While it is true that we are often lacking in human reciprocity and that some people are not sufficiently included in our networks of exchange, this is not the fault of evil forms of representation (evil being essentially a violence against representations or people), but rather of the lack of sufficient means to represent our differences in productive ways. Generally speaking, the more centres of attention, the more forms of exchange, the better we will be. Maximizing freedom of expression is an essential part of this.
I hope that we will become committed to an understanding of human freedom that will encourage us to give up postmodern victim games and return to an ethic that privileges empirical observation and rigorous distinctions about the forms of culture that are more or less capable of deferring violence by engaging people in exchange of our differences. A "human rights" tribunal could be justified if it really had the effect of mediating our resentments in such a way that it brought members of society closer and more willing to engage each other. Alternatively, if centralized show trials and attempts to shut people up have the effect of exacerbating resentments, of doing evil, as they seem to have done of late in Canada, people should take a hard look at getting rid of them.

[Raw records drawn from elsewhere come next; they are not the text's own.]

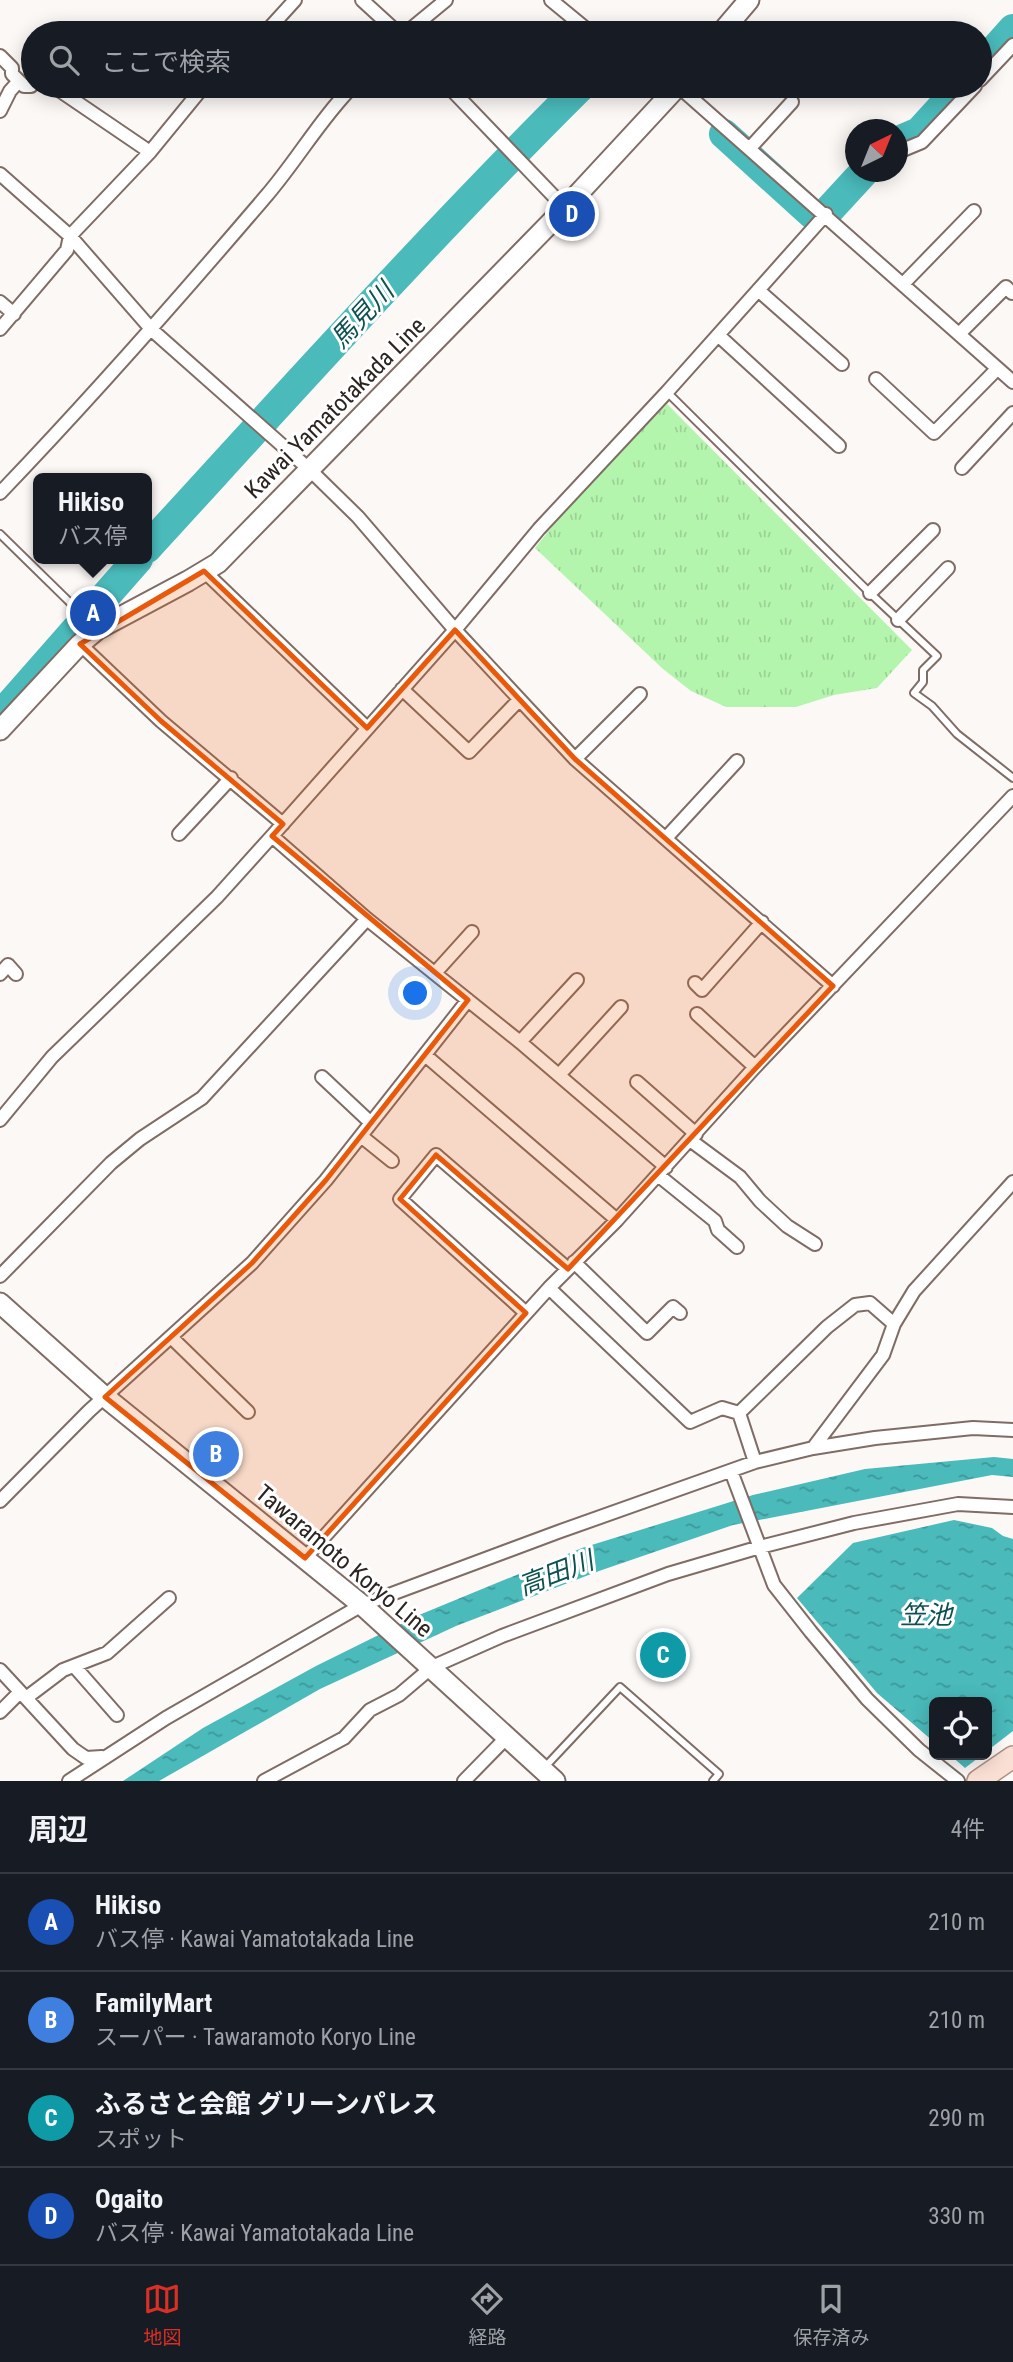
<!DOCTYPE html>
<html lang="ja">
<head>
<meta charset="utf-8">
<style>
	:root { --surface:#171b24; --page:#20242c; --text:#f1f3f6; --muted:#9ea1a6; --line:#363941; --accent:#d93025 }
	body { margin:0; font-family:"Roboto Condensed","Noto Sans JP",sans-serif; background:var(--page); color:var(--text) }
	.controls { position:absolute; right:21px; bottom:21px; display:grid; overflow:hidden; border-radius:10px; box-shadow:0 4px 18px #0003 }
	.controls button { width:63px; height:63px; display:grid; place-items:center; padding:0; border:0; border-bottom:2px solid var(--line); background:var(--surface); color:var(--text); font:35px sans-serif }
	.compass { position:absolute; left:845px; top:119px; width:63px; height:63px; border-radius:50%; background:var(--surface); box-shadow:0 4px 18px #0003; rotate:43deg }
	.you { position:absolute; left:416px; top:994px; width:24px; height:24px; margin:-18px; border:5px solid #fff; border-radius:50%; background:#1a73e8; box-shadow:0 0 0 10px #1a73e833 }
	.badge { display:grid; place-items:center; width:46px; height:46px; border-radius:50%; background:var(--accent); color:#fff; font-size:23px; font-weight:700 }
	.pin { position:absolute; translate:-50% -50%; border:4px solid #fff; box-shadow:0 2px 7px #0006 }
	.popup { position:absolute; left:33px; top:473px; width:119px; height:91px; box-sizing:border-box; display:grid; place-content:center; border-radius:10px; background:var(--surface); filter:drop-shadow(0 2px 5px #0005); font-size:23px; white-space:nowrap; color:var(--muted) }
	.popup b { font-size:26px; color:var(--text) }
	.popup::after { content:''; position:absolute; left:50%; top:100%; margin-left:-14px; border:14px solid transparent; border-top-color:var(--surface) }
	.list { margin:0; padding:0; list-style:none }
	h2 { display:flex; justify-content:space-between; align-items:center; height:91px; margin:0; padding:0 28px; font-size:30px }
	h2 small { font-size:23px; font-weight:400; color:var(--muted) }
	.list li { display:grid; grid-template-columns:46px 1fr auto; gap:21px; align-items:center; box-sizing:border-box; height:98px; padding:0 28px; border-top:2px solid var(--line) }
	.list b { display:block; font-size:26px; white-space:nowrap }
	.list p { margin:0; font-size:23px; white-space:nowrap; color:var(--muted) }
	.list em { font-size:23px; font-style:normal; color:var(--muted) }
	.icon { flex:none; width:38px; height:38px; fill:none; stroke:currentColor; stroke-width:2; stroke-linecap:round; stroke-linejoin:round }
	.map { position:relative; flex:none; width:1013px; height:1781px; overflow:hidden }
	.search { position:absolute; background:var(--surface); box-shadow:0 4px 18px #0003; left:21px; right:21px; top:21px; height:77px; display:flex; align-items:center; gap:18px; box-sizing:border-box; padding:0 24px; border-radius:38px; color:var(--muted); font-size:26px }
	.sheet { height:483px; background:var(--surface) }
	nav { display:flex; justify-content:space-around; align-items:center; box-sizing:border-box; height:98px; border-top:2px solid var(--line); background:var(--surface); font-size:19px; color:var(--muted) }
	nav a { display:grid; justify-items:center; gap:4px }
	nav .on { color:var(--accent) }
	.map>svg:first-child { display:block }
</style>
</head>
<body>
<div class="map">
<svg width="1013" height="1781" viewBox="0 0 1013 1781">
	<defs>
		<pattern id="park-tufts" width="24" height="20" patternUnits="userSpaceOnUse" patternTransform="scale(1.75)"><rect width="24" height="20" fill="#b4f5ad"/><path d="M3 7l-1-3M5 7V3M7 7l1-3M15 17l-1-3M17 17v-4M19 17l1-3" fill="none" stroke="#9bd295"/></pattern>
		<pattern id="water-ripples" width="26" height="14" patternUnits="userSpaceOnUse" patternTransform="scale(1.75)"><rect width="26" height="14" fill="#4ababb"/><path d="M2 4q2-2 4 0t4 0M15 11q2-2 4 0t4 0" fill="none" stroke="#3e9798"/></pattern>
	</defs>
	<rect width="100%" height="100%" fill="#fcf8f6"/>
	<path fill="url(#park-tufts)" d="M 667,404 L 912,650 L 877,688 L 834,695 L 796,707 L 726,707 L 691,691 L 663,669 L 535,548 L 568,507 Z"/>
	<path fill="url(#water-ripples)" d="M 994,1457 L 1013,1459 L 1013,1477 L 992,1475 L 733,1525 L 599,1571 L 456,1626 L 320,1689 L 159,1781 L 123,1781 L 203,1728 L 316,1666 L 419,1615 L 582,1548 L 753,1495 L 865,1469 Z
		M 954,1520 L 992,1528 L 1003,1536 L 1013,1539 L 1013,1731 L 987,1751 L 987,1702 L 934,1702 L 934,1742 L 877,1693 L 797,1598 L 853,1543 Z
		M 950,1755 L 982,1755 L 965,1768 Z"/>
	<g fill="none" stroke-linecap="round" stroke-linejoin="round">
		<path stroke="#4ababb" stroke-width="30" d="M 980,66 L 1013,29
			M 724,134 L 812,214
			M 898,141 L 919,132 L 961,86
			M 829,210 L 864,172
			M 147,548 C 290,392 431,235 581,86
			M 0,716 L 138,559"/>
		<defs>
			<path id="lane" d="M 667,392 L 870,593 L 937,656 L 923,670 L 923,682 L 914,693 L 932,706 L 957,734 L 1013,778
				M 0,534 L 96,628
				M 544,1768 L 620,1687 L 719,1774 L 713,1781"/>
			<path id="street" d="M 362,0 L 398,33
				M 551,0 L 591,33
				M 265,33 L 295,0
				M 406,33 L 446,0
				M 0,56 L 12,68 L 12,74 L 19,81
				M 980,80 L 1013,45
				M 53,86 L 150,152
				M 448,86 L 565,208
				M 678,86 L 1013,382
				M 0,111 L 10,91 L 19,81 L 24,86 L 31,86 L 33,83
				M 750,148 L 792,102
				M 898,152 L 922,142 L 975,86
				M 0,174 L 70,236 L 152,330 L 310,470 L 358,517 L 455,630 L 575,759 L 833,986
				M 903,284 L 974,211
				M 758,290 L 842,364
				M 0,302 L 14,314
				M 0,329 L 67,250 L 70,236 L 150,152 L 204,86
				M 959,334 L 1006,287 L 1012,293
				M 718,335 L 839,446
				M 876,379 L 934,433 L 997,369
				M 962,468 L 1013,413
				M 0,493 C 93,396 180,297 267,195 C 297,160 321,118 353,86
				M 204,571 L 367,728
				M 870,593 L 933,530
				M 898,620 L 948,568
				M 80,644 L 161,721 L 283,824
				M 402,689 L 469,752 L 519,700
				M 575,759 L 640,694
				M 179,834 L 231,778
				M 272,836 L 367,919 L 520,1042 L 666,1167
				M 666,838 L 737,761
				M 435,973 L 472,932
				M 0,974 L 8,965 L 16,974
				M 695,983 L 702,990 L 762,922
				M 697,1014 L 755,1067
				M 520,1042 L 577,980
				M 425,1055 L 617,1220
				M 559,1075 L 621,1007
				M 322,1077 L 371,1123
				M 637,1082 L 696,1134
				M 0,1120 L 52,1057 L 217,897 L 272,836 L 455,630 L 539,529 L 667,392 L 826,214
				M 361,1136 L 392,1161
				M 690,1140 L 740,1177 L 760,1201 L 787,1226 L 815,1244
				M 658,1175 L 715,1221 L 718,1230 L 737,1247
				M 574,1262 L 647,1333 L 673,1307 L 680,1313
				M 0,1276 L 111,1163 L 140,1139 L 202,1098 L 367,919
				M 549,1288 L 690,1422 L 722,1408 L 739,1413
				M 526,1313 L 400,1199 L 436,1155 L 568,1269
				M 171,1337 L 248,1412
				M 739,1413 L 827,1327 L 855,1305 L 870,1303 L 894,1324
				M 739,1413 L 755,1462
				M 813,1448 L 883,1355 L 894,1324 L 914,1291 L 1013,1182
				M 731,1471 L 774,1585 L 811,1632 L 867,1699 L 919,1750 L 958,1781
				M 0,1501 L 89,1411 L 252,1263 L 326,1180 L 468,1000
				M 305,1558 L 549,1288 L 617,1220 L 755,1067 L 1013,796
				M 74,1666 L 117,1715
				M 0,1670 L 73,1749 L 86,1758 L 102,1757
				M 26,1698 L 63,1670 L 107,1653 L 169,1598
				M 0,1712 L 20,1692
				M 69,1781 L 166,1718 L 362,1605 L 558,1532 L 755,1462 L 813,1448 L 875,1438 L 973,1428 L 1013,1430
				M 264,1781 L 344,1738 L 370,1710 L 399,1695 L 432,1667 L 502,1636 L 668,1574 L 760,1547 L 854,1523 L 958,1504 L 1013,1507
				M 464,1781 L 508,1736"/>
			<path id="secondary" d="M 721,33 L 749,0
				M 0,730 L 80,644 L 98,629 L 188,581 L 218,563 L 565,208 L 678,86
				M 0,1303 L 105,1397 L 362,1605 L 555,1781"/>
			<path id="primary" d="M 978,1781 L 1013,1757"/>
		</defs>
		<use href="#lane" stroke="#7f6c65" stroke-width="10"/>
		<use href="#street" stroke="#7f6c65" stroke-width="16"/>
		<use href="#secondary" stroke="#7f6c65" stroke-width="23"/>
		<use href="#primary" stroke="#b08f82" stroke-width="24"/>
		<use href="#lane" stroke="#fff" stroke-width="6"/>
		<use href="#street" stroke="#fff" stroke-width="12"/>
		<use href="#secondary" stroke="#fff" stroke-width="19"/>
		<use href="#primary" stroke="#fadfd4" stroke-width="21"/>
	</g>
	<path fill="#e8590c" fill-opacity="0.2" stroke="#e8590c" stroke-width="5" stroke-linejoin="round" d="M 204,571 L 367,728 L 455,630 L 575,759 L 833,986 L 568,1269 L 436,1155 L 400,1199 L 526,1313 L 305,1558 L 105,1397 L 252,1263 L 326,1180 L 468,1000 L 272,836 L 283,824 L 161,721 L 80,644 Z"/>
	<g text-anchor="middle" stroke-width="6" stroke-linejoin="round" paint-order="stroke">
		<g font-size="24" fill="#2c2421" stroke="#fff">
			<text transform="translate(335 408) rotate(-45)" y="8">Kawai Yamatotakada Line</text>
			<text transform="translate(344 1561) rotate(40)" y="8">Tawaramoto Koryo Line</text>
		</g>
		<g font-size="26" font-style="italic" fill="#0f5152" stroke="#fff">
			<text transform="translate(362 315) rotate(-47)" y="9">馬見川</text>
			<text transform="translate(556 1573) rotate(-21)" y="9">高田川</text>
			<text x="926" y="1624">笠池</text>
		</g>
	</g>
</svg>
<div class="controls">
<button><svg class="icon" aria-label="locate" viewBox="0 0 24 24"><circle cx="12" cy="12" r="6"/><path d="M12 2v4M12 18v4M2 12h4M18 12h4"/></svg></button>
</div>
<svg class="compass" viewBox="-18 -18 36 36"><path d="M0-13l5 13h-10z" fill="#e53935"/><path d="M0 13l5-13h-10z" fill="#9ea1a6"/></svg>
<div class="you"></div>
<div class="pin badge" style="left:93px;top:613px;background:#1a4fb4">A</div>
<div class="popup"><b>Hikiso</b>バス停</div>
<div class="pin badge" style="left:216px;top:1454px;background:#3f7fe0">B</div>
<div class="pin badge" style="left:663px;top:1655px;background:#0f9aa8">C</div>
<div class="pin badge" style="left:572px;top:214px;background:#1a4fb4">D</div>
<div class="search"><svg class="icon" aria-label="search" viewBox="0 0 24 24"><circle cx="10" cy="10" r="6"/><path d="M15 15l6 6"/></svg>ここで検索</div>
</div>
<section class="sheet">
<h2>周辺<small>4件</small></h2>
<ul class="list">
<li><span class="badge" style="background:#1a4fb4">A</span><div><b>Hikiso</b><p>バス停 · Kawai Yamatotakada Line</p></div><em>210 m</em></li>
<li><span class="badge" style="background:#3f7fe0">B</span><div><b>FamilyMart</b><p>スーパー · Tawaramoto Koryo Line</p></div><em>210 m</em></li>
<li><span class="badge" style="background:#0f9aa8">C</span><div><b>ふるさと会館 グリーンパレス</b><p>スポット</p></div><em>290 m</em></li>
<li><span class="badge" style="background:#1a4fb4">D</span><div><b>Ogaito</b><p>バス停 · Kawai Yamatotakada Line</p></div><em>330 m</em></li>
</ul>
</section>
<nav>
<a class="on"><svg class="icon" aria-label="map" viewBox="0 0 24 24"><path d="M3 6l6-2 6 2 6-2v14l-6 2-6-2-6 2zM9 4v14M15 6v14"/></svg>地図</a>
<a><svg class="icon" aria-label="directions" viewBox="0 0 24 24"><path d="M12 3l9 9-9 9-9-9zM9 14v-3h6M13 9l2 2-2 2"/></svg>経路</a>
<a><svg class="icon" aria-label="saved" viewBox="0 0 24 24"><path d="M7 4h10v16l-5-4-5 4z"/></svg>保存済み</a>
</nav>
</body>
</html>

It is noteworthy that the likes of Bernie Farber and Haroon Siddiqui cannot even begin to address such questions. They remain trapped in the postmodern dead end that sees our many representations of difference as suspect, hoping against reason that the solution to our many problems lies with sufficient worship of the mommy state and its attempt to smother differences in some big group hug open to all. But productive exchange requires acknowledgment and articulation of conflict, not group hugs.